Hip-hop

Le rap se met à la page

La Fouine - Photo photo Claude Gassian © Flammarion

Le rap se met à la page

De plus en plus de rappeurs et de slameurs transposent l’univers de la rue dans la sphère littéraire. Si la greffe est parfois handicapée par les fantasmes qu’ils véhiculent, la culture urbaine est de plus en plus reconnue par les éditeurs comme une source unique de créativité, et comme un nouveau vecteur de ventes.

J’achète l’article 1.5 €

Par François Oulac,
Créé le 10.04.2014 à 19h32 ,
Mis à jour le 11.04.2014 à 10h08

Bien avant le remaniement gouvernemental opéré par François Hollande, c’est une autre nomination à l’Elysée qui a fait, dès début mars, hausser des sourcils. Celle, en tant que nouvelle "plume" pour les discours du chef de l’Etat, de Pierre-Yves Bocquet. Cet énarque est spécialiste… du gangsta rap américain. Il est auteur d’un livre sur cette musique sous le pseudonyme de Pierre Evil (Gangsta rap, Flammarion, 2005). Ce mariage du rap et de la politique en a surpris plus d’un. C’est oublier qu’aujourd’hui la culture urbaine et ses acteurs, longtemps marginalisés, bénéficient d’un crédit grandissant au sein des institutions. L’édition est la première à exposer ces découvertes.

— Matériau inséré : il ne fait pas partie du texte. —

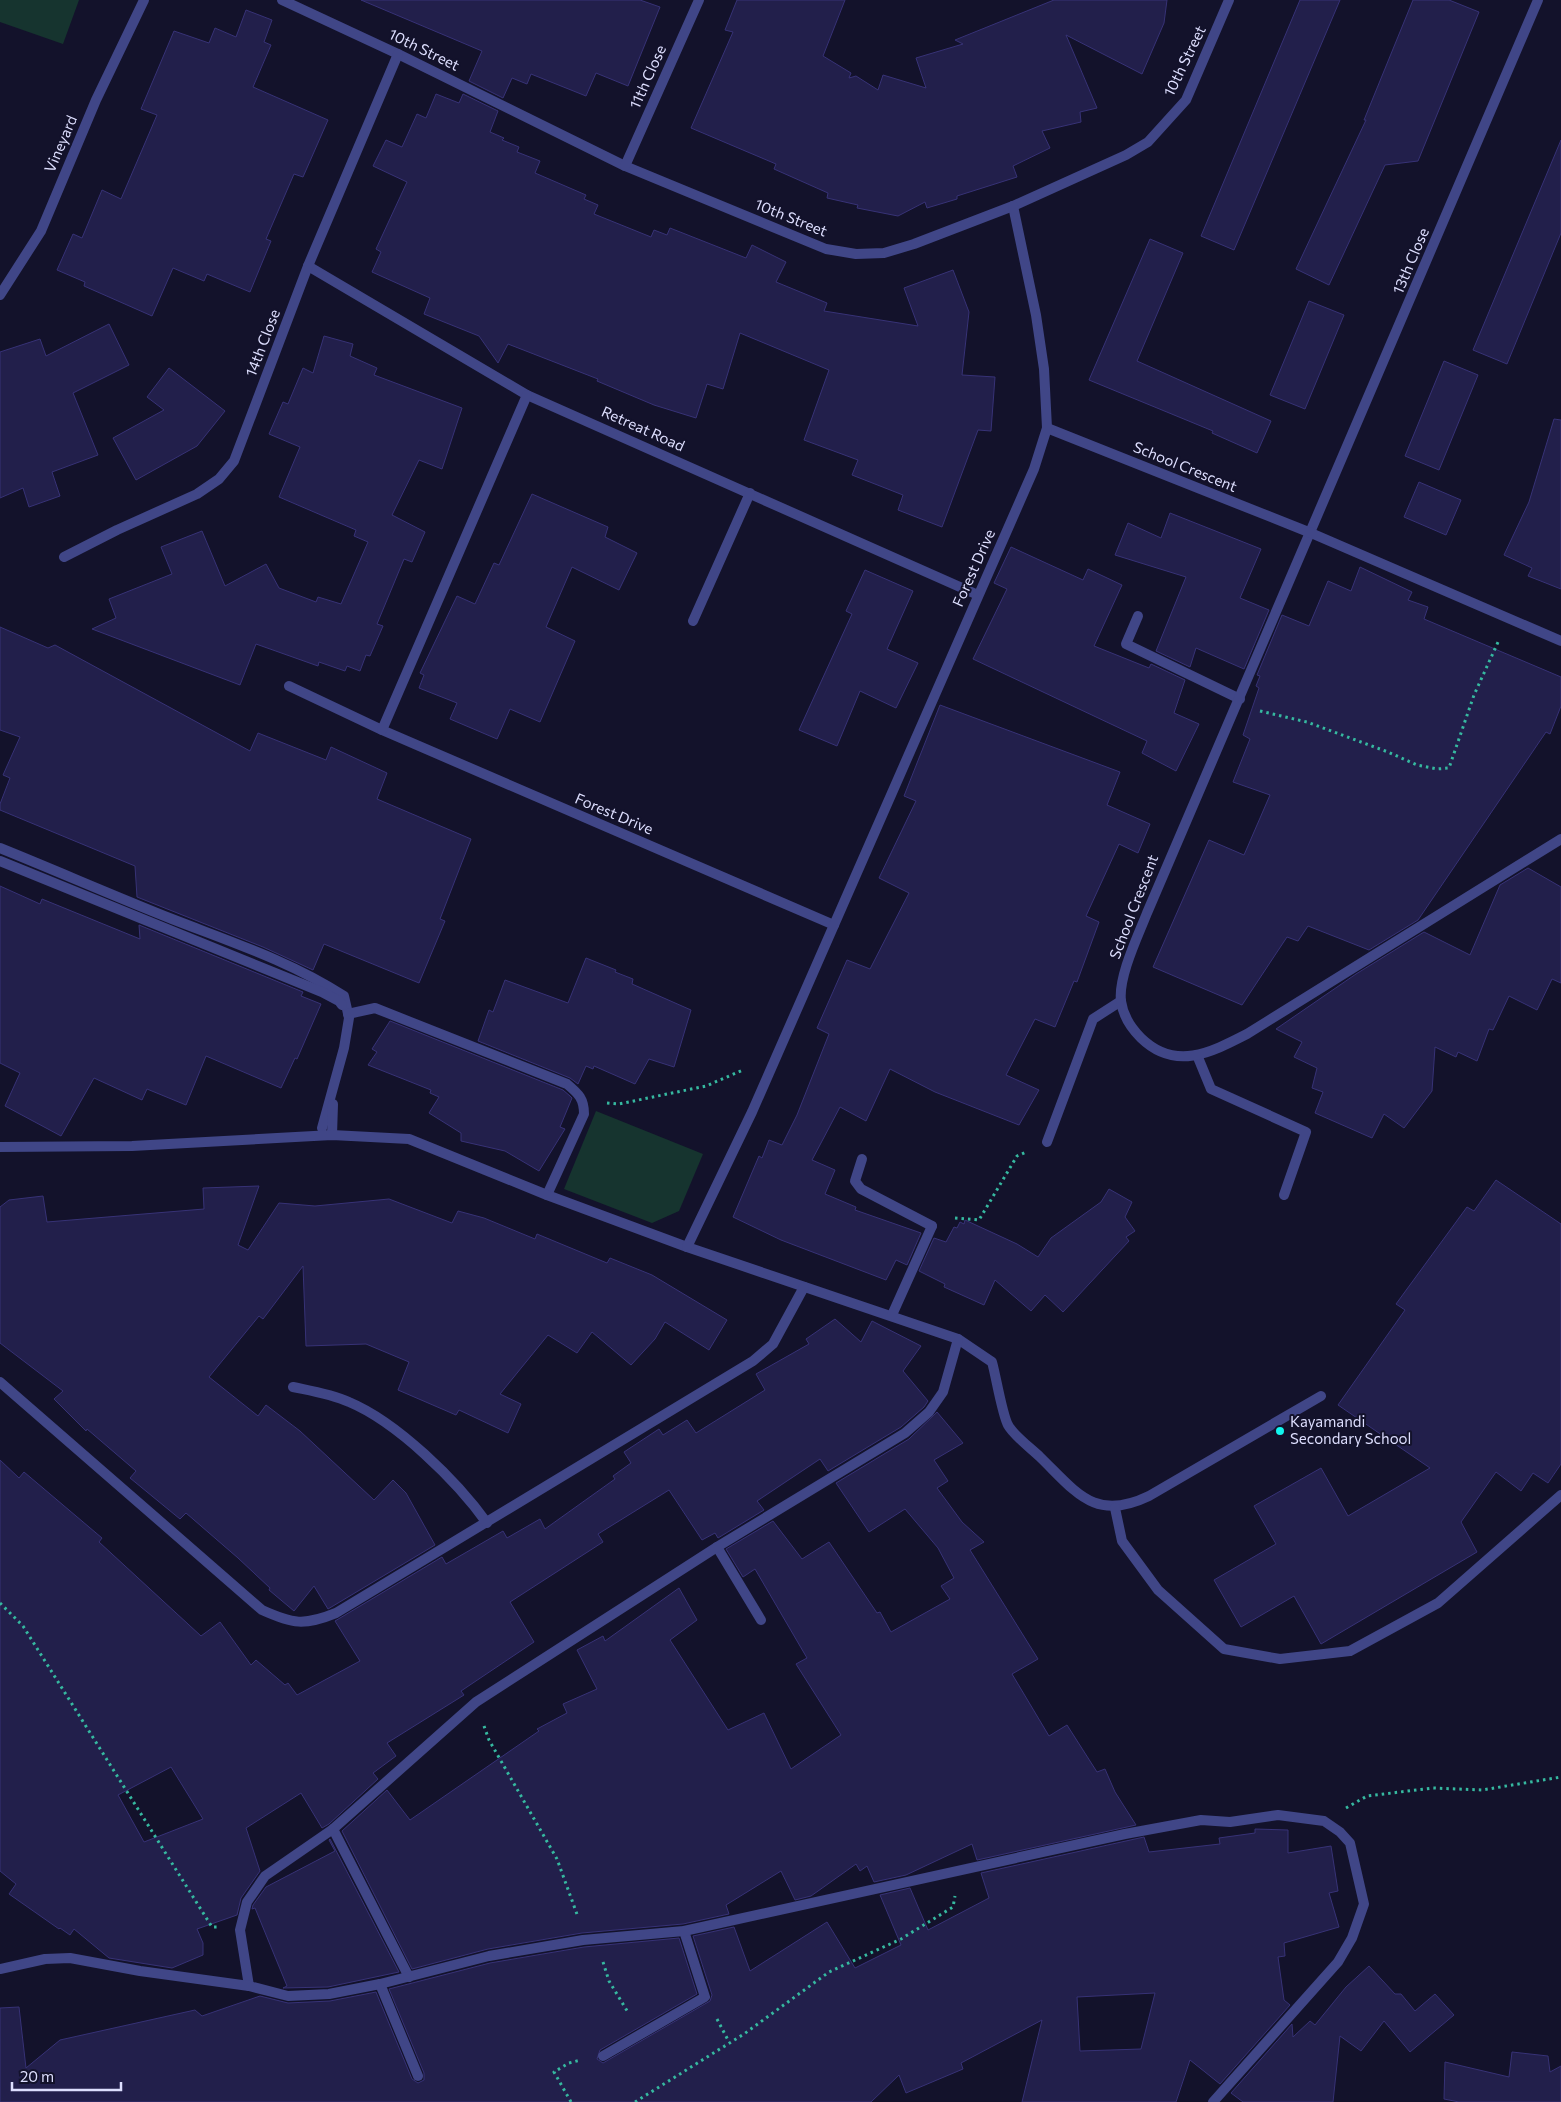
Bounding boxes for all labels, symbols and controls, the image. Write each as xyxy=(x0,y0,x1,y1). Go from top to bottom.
street label: 10th Street xyxy=(1159,22,1209,99)
street label: 10th Street xyxy=(386,24,463,74)
street label: 11th Close xyxy=(625,42,669,111)
street label: Vineyard xyxy=(40,112,80,175)
street label: 10th Street xyxy=(753,194,830,240)
street label: 13th Close xyxy=(1388,225,1432,296)
street label: 14th Close xyxy=(241,306,283,379)
street label: Retreat Road xyxy=(599,402,688,454)
street label: School Crescent xyxy=(1131,437,1240,495)
street label: Forest Drive xyxy=(948,526,998,609)
street label: Forest Drive xyxy=(573,789,656,838)
street label: School Crescent xyxy=(1105,852,1161,961)
place label: Kayamandi Secondary School xyxy=(1290,1412,1411,1447)
marker: Kayamandi Secondary School xyxy=(1274,1425,1286,1437)
scale bar xyxy=(12,2060,121,2092)
text: 20 m xyxy=(20,2067,54,2085)

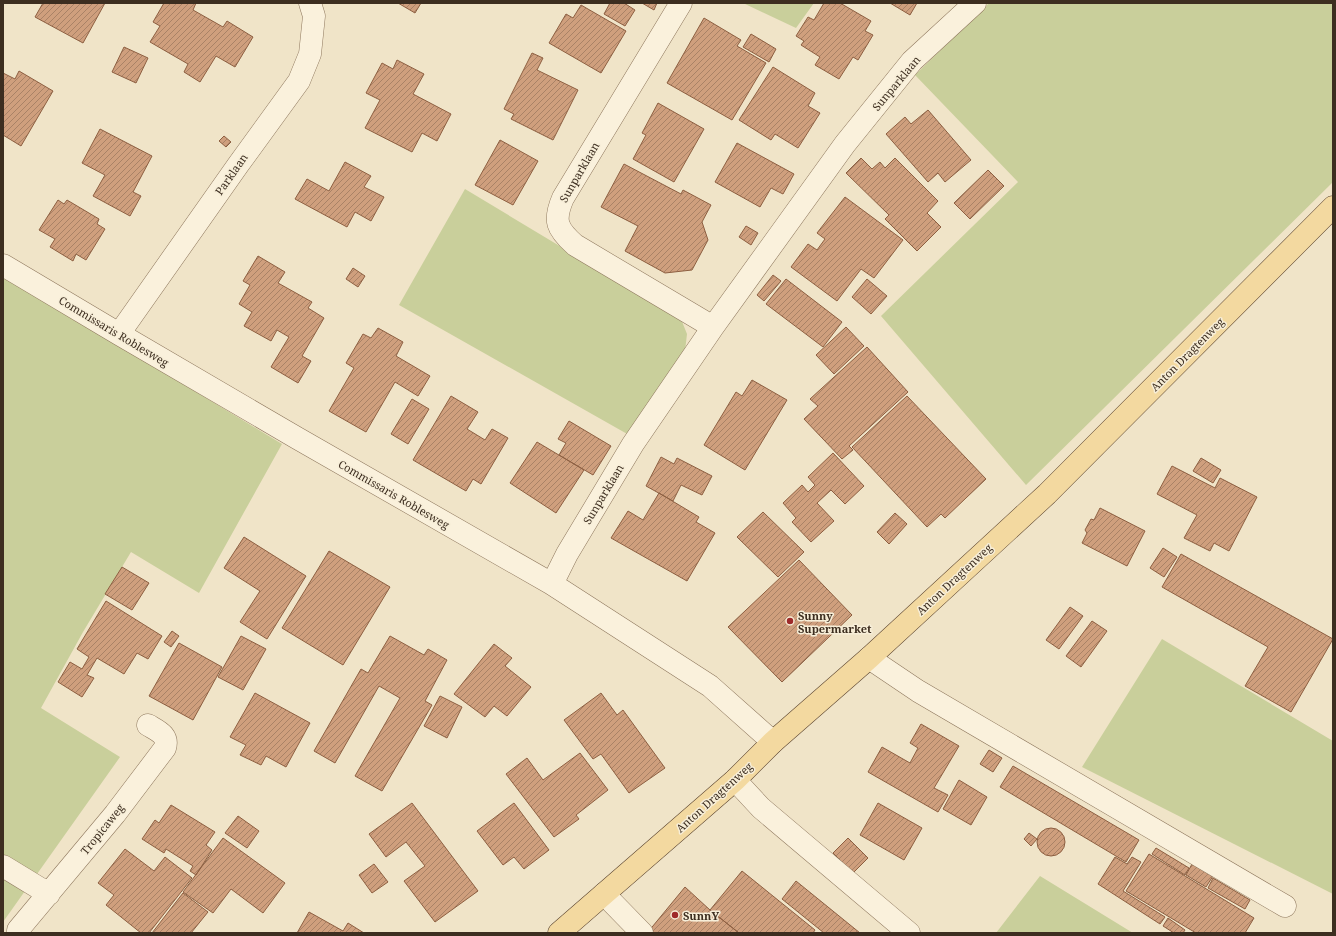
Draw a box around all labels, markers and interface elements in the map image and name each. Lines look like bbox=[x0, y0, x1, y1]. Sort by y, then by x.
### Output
street label: Sunparklaan bbox=[869, 52, 923, 114]
street label: Sunparklaan bbox=[556, 139, 602, 205]
street label: Parklaan bbox=[211, 150, 251, 198]
street label: Commissaris Roblesweg bbox=[56, 292, 172, 370]
street label: Anton Dragtenweg bbox=[1147, 314, 1227, 394]
street label: Commissaris Roblesweg bbox=[336, 456, 452, 532]
street label: Sunparklaan bbox=[579, 461, 627, 527]
street label: Anton Dragtenweg bbox=[913, 540, 995, 618]
place label: Sunny Supermarket bbox=[798, 608, 872, 636]
marker: Sunny Supermarket bbox=[785, 616, 795, 626]
street label: Anton Dragtenweg bbox=[672, 759, 756, 835]
street label: Tropicaweg bbox=[77, 800, 127, 858]
place label: SunnY bbox=[683, 908, 719, 923]
marker: SunnY bbox=[670, 910, 680, 920]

Oxmo Puccino- Photo SWEET MOMENTS - LYDIE PHOTOGRAPHIE

Les dernières sorties le prouvent, les rappeurs commencent à prendre pied dans les librairies. Oxmo Puccino, l’un des pionniers de la scène française, a publié son deuxième ouvrage au Diable vauvert, 140 piles, compilation des aphorismes qu’il publie régulièrement sur Twitter. Drôle de parcours, l’autobiographie du rappeur La Fouine, dont la popularité auprès des jeunes ne se dément pas, s’est vendue à près de 13 000 exemplaires pour l’instant. "Un succès inespéré" pour le premier livre d’un jeune auteur, se réjouit-on chez Flammarion, qui l’édite. Il n’y avait qu’à voir les foules d’admirateurs qui se pressaient aux séances de dédicaces données au dernier Salon du livre de Paris par les deux artistes pour comprendre qu’il est en train de se passer quelque chose.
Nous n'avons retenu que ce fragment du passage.